- YOUR TASK: Word for word, output the data that follows.

- LISTED ENTRIES:
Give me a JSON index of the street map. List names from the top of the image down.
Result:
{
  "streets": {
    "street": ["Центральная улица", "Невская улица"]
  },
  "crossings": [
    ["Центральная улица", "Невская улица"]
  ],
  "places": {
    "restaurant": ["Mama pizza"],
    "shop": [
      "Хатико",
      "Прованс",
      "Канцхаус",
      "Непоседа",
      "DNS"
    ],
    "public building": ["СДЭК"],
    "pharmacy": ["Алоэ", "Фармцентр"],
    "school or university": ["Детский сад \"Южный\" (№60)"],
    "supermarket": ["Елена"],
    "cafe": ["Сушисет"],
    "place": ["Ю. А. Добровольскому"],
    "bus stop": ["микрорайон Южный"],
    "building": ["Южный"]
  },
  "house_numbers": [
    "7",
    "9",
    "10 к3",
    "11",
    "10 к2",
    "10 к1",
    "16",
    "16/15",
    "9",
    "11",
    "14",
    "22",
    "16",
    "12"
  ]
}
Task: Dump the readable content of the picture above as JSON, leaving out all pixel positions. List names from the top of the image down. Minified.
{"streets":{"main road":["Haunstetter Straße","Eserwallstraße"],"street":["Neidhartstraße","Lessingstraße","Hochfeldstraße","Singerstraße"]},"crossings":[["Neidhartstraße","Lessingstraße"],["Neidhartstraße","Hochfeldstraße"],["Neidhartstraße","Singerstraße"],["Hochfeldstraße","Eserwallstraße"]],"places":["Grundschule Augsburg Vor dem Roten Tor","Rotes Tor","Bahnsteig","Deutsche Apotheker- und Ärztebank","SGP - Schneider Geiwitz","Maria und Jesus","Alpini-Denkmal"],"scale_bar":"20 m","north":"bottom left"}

- SOLUTION TO THIS EXERCISE:
Give me a JSON index of the street map. List names from the top of the image down.
Result:
{
  "streets": {
    "street": ["Центральная улица", "Невская улица"]
  },
  "crossings": [
    ["Центральная улица", "Невская улица"]
  ],
  "places": {
    "restaurant": ["Mama pizza"],
    "shop": [
      "Хатико",
      "Прованс",
      "Канцхаус",
      "Непоседа",
      "DNS"
    ],
    "public building": ["СДЭК"],
    "pharmacy": ["Алоэ", "Фармцентр"],
    "school or university": ["Детский сад \"Южный\" (№60)"],
    "supermarket": ["Елена"],
    "cafe": ["Сушисет"],
    "place": ["Ю. А. Добровольскому"],
    "bus stop": ["микрорайон Южный"],
    "building": ["Южный"]
  },
  "house_numbers": [
    "7",
    "9",
    "10 к3",
    "11",
    "10 к2",
    "10 к1",
    "16",
    "16/15",
    "9",
    "11",
    "14",
    "22",
    "16",
    "12"
  ]
}
Task: Dump the readable content of the picture above as JSON, leaving out all pixel positions. List names from the top of the image down. Minified.
{"streets":{"main road":["Haunstetter Straße","Eserwallstraße"],"street":["Neidhartstraße","Lessingstraße","Hochfeldstraße","Singerstraße"]},"crossings":[["Neidhartstraße","Lessingstraße"],["Neidhartstraße","Hochfeldstraße"],["Neidhartstraße","Singerstraße"],["Hochfeldstraße","Eserwallstraße"]],"places":["Grundschule Augsburg Vor dem Roten Tor","Rotes Tor","Bahnsteig","Deutsche Apotheker- und Ärztebank","SGP - Schneider Geiwitz","Maria und Jesus","Alpini-Denkmal"],"scale_bar":"20 m","north":"bottom left"}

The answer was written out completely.